REQUIRED ACTION - The answer must consist of every line from the data that holds "district".
**** INFORMATION PROVIDED
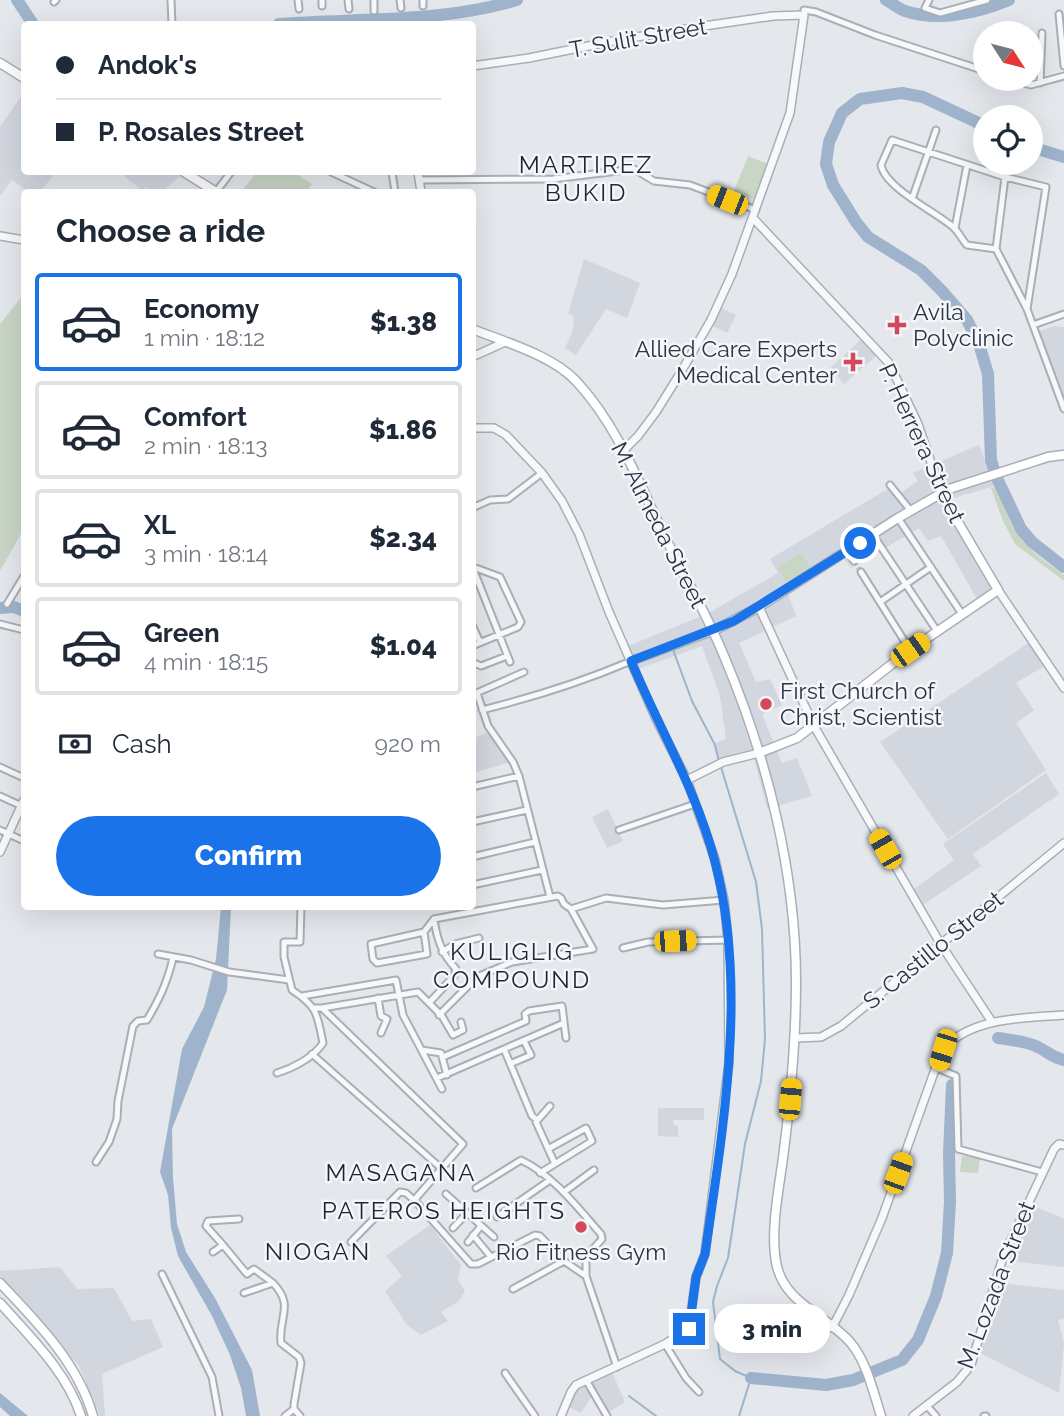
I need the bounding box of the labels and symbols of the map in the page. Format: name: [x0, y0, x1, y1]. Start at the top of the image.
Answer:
street label: T. Sulit Street: [567, 12, 709, 63]
north arrow: [973, 21, 1043, 91]
district label: MARTIREZ BUKID: [519, 150, 653, 207]
car: [704, 182, 751, 218]
place label: Avila Polyclinic: [913, 298, 1014, 351]
marker: Avila Polyclinic: [887, 315, 907, 335]
place label: Allied Care Experts Medical Center: [635, 335, 837, 388]
marker: Allied Care Experts Medical Center: [843, 352, 863, 372]
street label: P. Herrera Street: [874, 359, 971, 527]
street label: M. Almeda Street: [606, 437, 713, 613]
route start: [844, 527, 876, 559]
car: [887, 629, 934, 671]
place label: First Church of Christ, Scientist: [780, 677, 942, 730]
marker: First Church of Christ, Scientist: [758, 696, 774, 712]
car: [866, 826, 905, 872]
street label: S. Castillo Street: [857, 885, 1008, 1014]
car: [654, 930, 697, 952]
district label: KULIGLIG COMPOUND: [433, 937, 591, 994]
car: [927, 1027, 960, 1073]
car: [778, 1077, 803, 1121]
car: [881, 1150, 916, 1196]
district label: MASAGANA: [325, 1158, 477, 1187]
district label: PATEROS HEIGHTS: [322, 1196, 566, 1225]
street label: M. Lozada Street: [951, 1197, 1040, 1372]
marker: Rio Fitness Gym: [573, 1219, 589, 1235]
district label: NIOGAN: [265, 1237, 371, 1266]
place label: Rio Fitness Gym: [496, 1238, 666, 1265]
callout: 3 min: [714, 1304, 829, 1354]
route end: [673, 1313, 705, 1345]

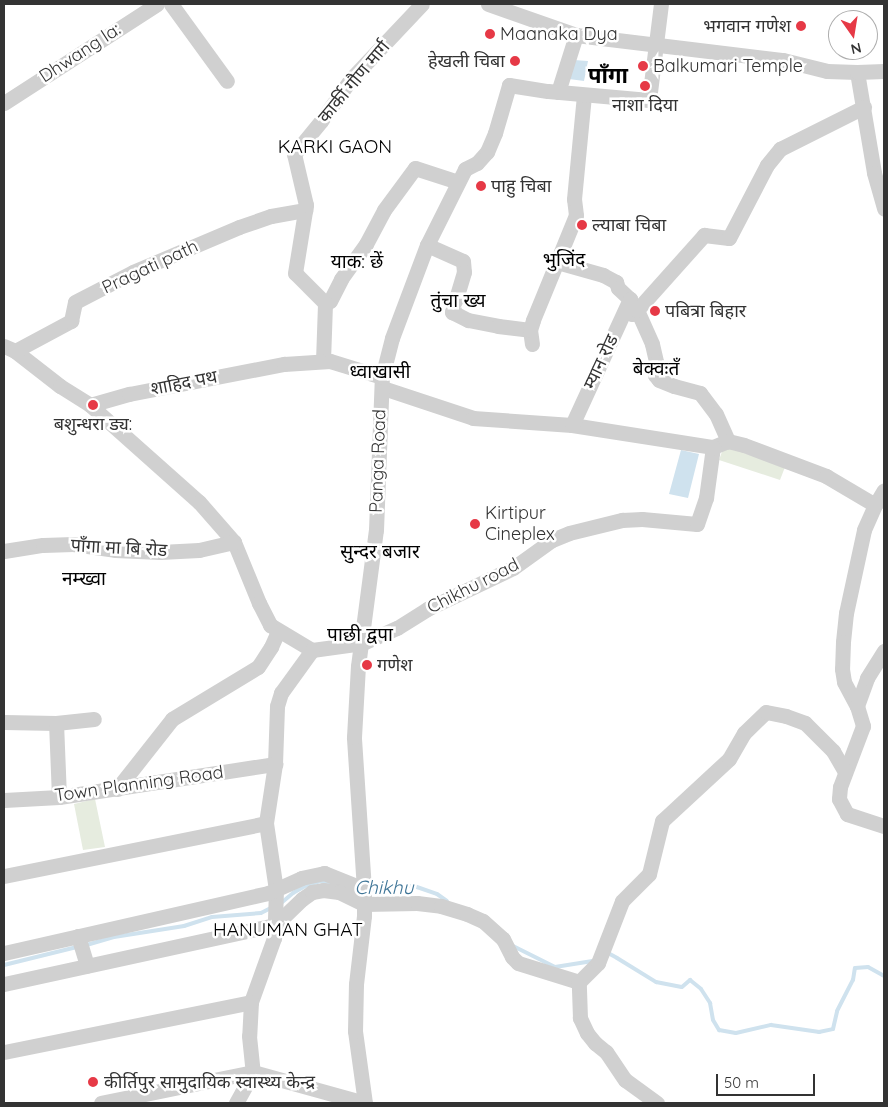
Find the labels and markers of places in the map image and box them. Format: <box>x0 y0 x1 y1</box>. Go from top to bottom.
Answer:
place label: भगवान गणेश <box>703 15 791 37</box>
marker: भगवान गणेश <box>795 20 807 32</box>
place label: Maanaka Dya <box>500 23 618 45</box>
marker: Maanaka Dya <box>484 28 496 40</box>
place label: हेखली चिबा <box>428 50 505 72</box>
marker: हेखली चिबा <box>509 55 521 67</box>
place label: Balkumari Temple <box>653 55 803 77</box>
marker: Balkumari Temple <box>637 60 649 72</box>
marker: नाशा दिया <box>639 80 651 92</box>
place label: नाशा दिया <box>612 94 678 116</box>
place label: पाहु चिबा <box>491 175 551 197</box>
marker: पाहु चिबा <box>475 180 487 192</box>
place label: ल्याबा चिबा <box>592 214 666 236</box>
marker: ल्याबा चिबा <box>576 219 588 231</box>
place label: पबित्रा बिहार <box>665 300 746 322</box>
marker: पबित्रा बिहार <box>649 305 661 317</box>
marker: बशुन्धरा ड्य: <box>87 399 99 411</box>
place label: बशुन्धरा ड्य: <box>54 413 132 435</box>
place label: Kirtipur Cineplex <box>485 503 555 546</box>
marker: Kirtipur Cineplex <box>469 518 481 530</box>
place label: गणेश <box>377 654 412 676</box>
marker: गणेश <box>361 659 373 671</box>
place label: कीर्तिपुर सामुदायिक स्वास्थ्य केन्द्र <box>104 1071 315 1093</box>
marker: कीर्तिपुर सामुदायिक स्वास्थ्य केन्द्र <box>86 1075 100 1089</box>

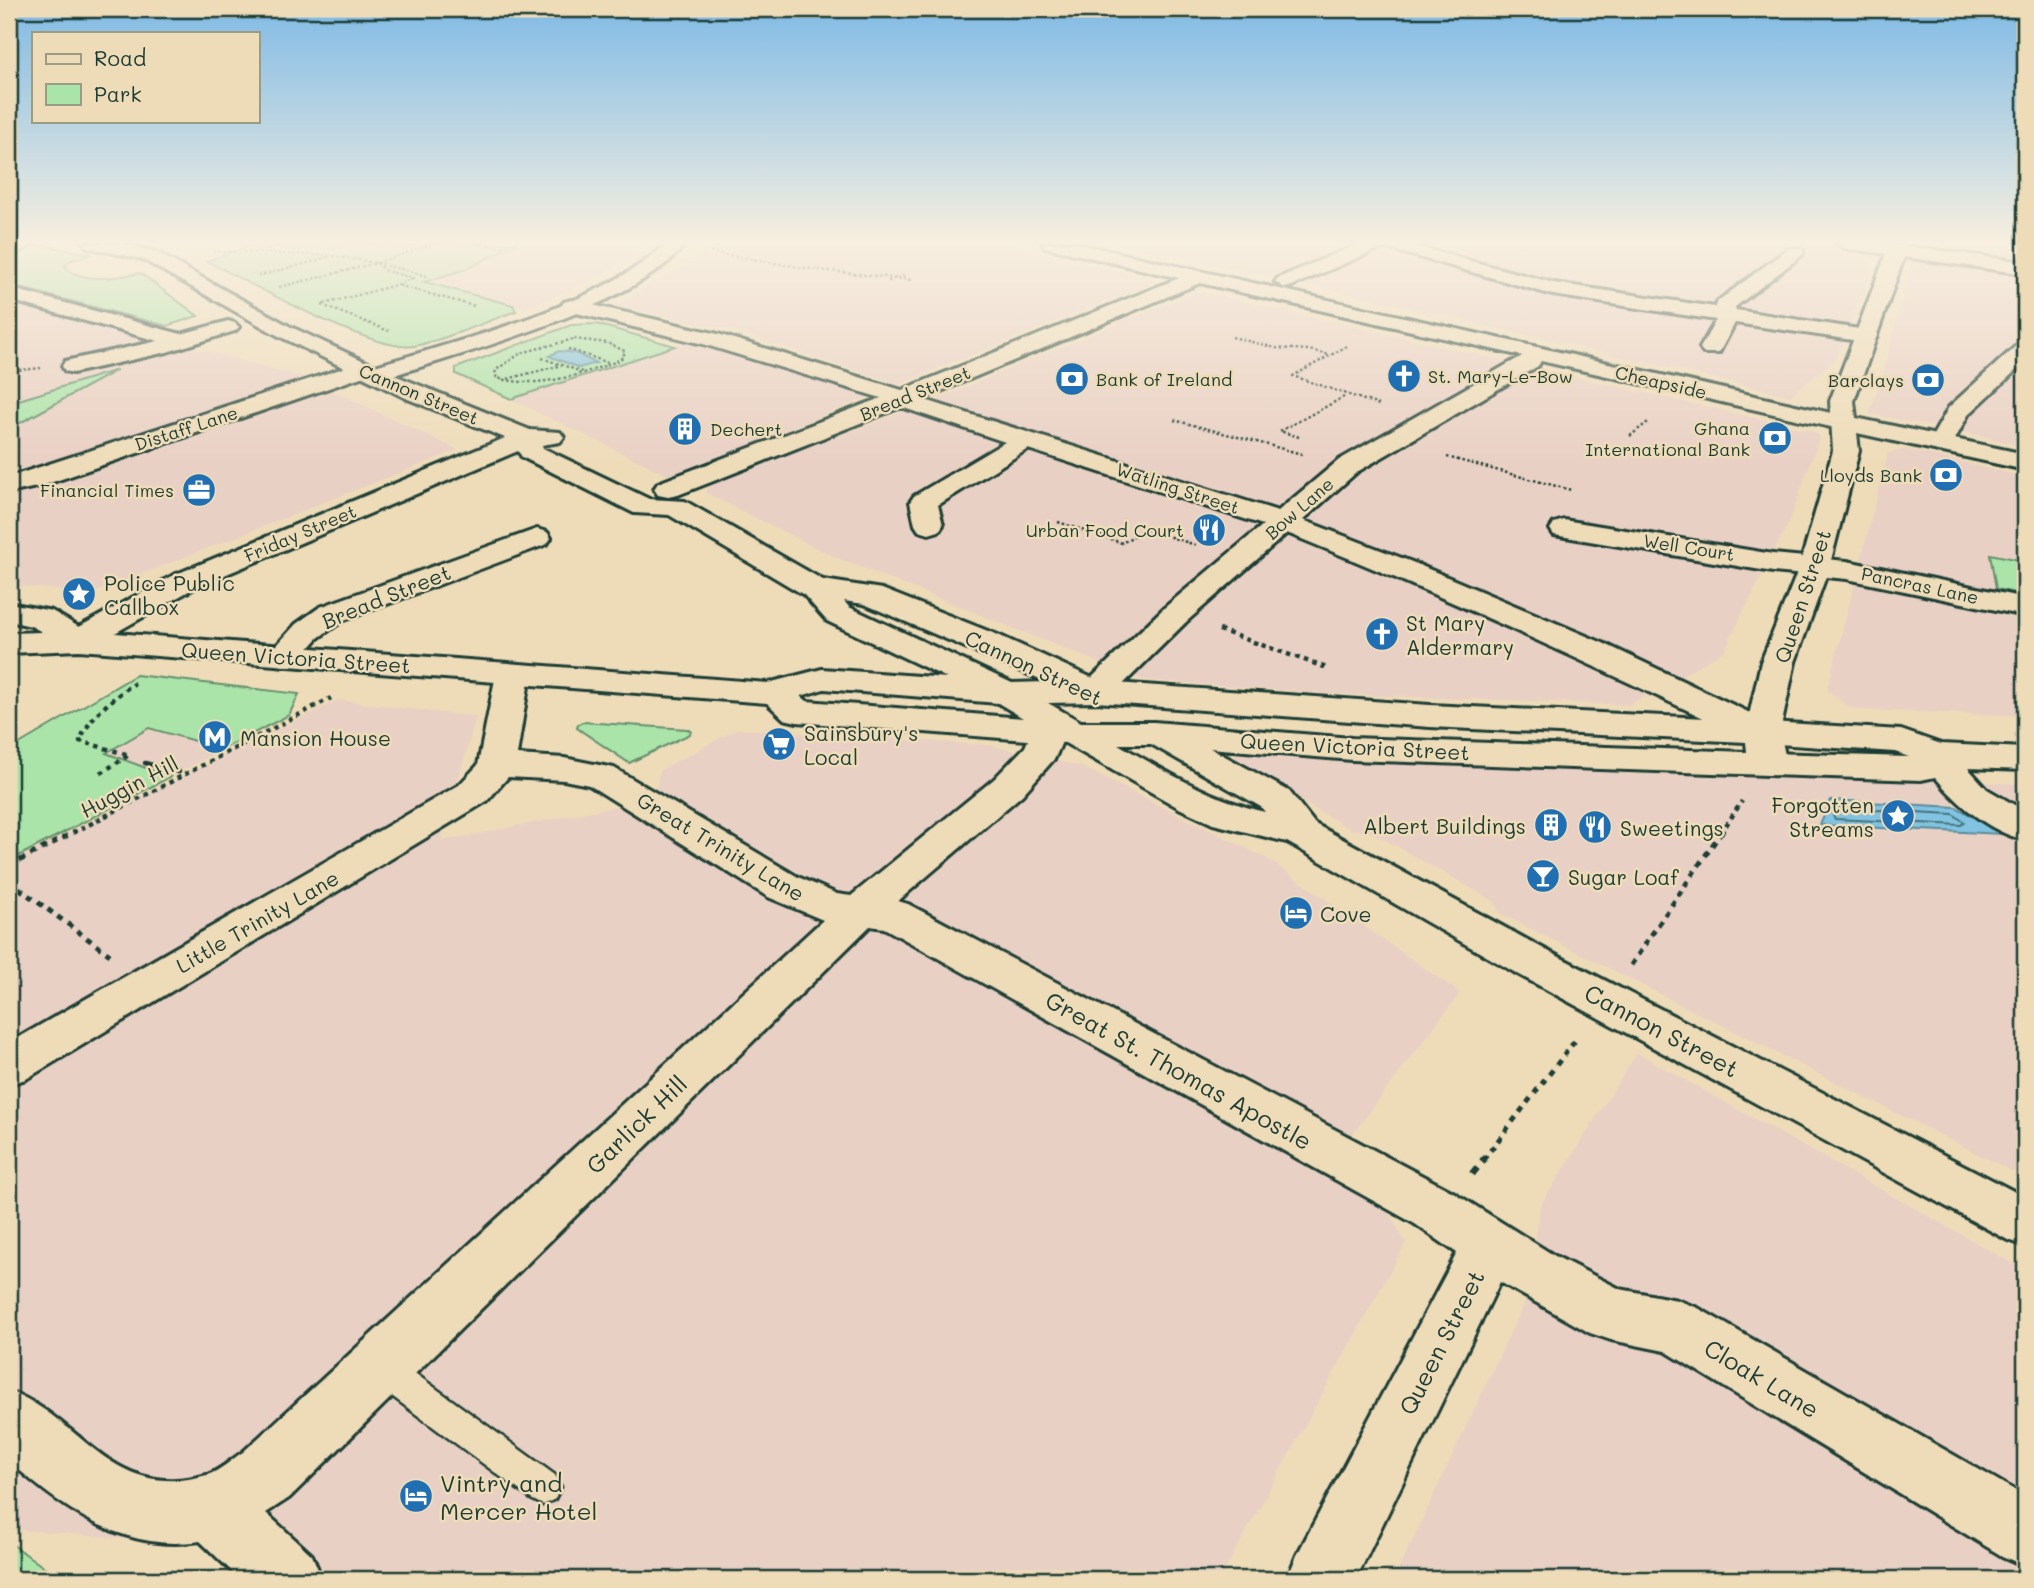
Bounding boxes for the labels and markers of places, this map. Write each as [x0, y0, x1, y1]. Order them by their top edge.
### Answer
church icon: St. Mary-Le-Bow [1385, 357, 1423, 395]
bank icon: Bank of Ireland [1053, 360, 1091, 398]
bank icon: Barclays [1909, 361, 1947, 399]
place label: St. Mary-Le-Bow [1428, 364, 1573, 388]
place label: Bank of Ireland [1096, 367, 1232, 391]
place label: Barclays [1828, 368, 1904, 392]
building icon: Dechert [666, 410, 704, 448]
place label: Ghana International Bank [1585, 416, 1750, 461]
place label: Dechert [710, 417, 782, 441]
bank icon: Ghana International Bank [1756, 419, 1794, 457]
bank icon: Lloyds Bank [1927, 456, 1965, 494]
place label: Lloyds Bank [1820, 463, 1922, 487]
office icon: Financial Times [180, 471, 218, 509]
place label: Financial Times [40, 478, 174, 502]
restaurant icon: Urban Food Court [1190, 511, 1228, 549]
place label: Urban Food Court [1026, 518, 1184, 542]
place label: Police Public Callbox [104, 569, 235, 620]
place icon: Police Public Callbox [60, 575, 98, 613]
place label: St Mary Aldermary [1406, 609, 1514, 660]
church icon: St Mary Aldermary [1363, 615, 1401, 653]
metro station icon: Mansion House [196, 718, 234, 756]
place label: Sainsbury's Local [804, 719, 918, 770]
place label: Mansion House [240, 724, 391, 751]
supermarket icon: Sainsbury's Local [760, 725, 798, 763]
place label: Forgotten Streams [1772, 791, 1874, 842]
place icon: Forgotten Streams [1879, 797, 1917, 835]
building icon: Albert Buildings [1532, 806, 1570, 844]
restaurant icon: Sweetings [1576, 808, 1614, 846]
place label: Albert Buildings [1363, 812, 1526, 839]
place label: Sweetings [1620, 814, 1724, 841]
bar icon: Sugar Loaf [1524, 857, 1562, 895]
place label: Sugar Loaf [1568, 863, 1679, 890]
hotel icon: Cove [1277, 894, 1315, 932]
place label: Cove [1320, 900, 1372, 927]
place label: Vintry and Mercer Hotel [440, 1467, 598, 1526]
hotel icon: Vintry and Mercer Hotel [397, 1477, 435, 1515]

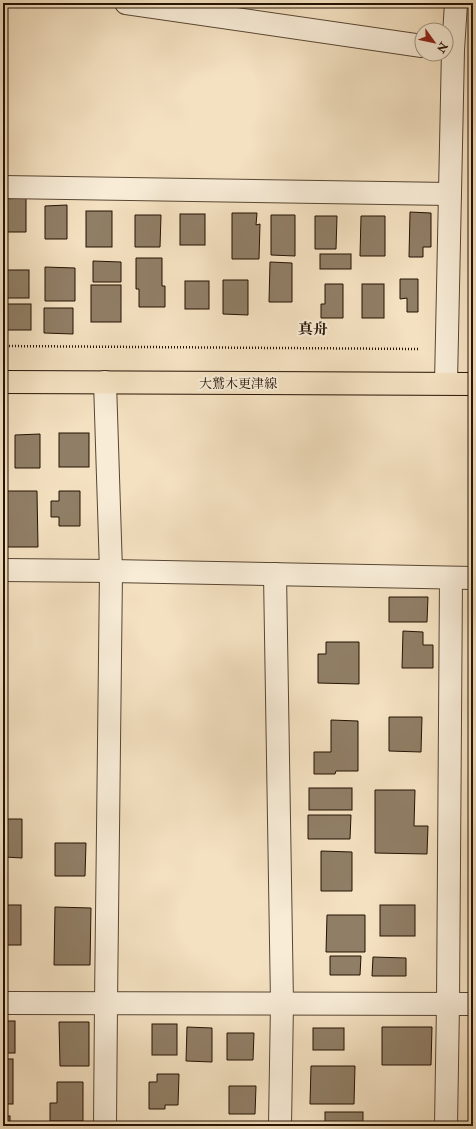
********
ANSWER SECTION -
district label: MARTIREZ BUKID: [519, 150, 653, 207]
district label: KULIGLIG COMPOUND: [433, 937, 591, 994]
district label: MASAGANA: [325, 1158, 477, 1187]
district label: PATEROS HEIGHTS: [322, 1196, 566, 1225]
district label: NIOGAN: [265, 1237, 371, 1266]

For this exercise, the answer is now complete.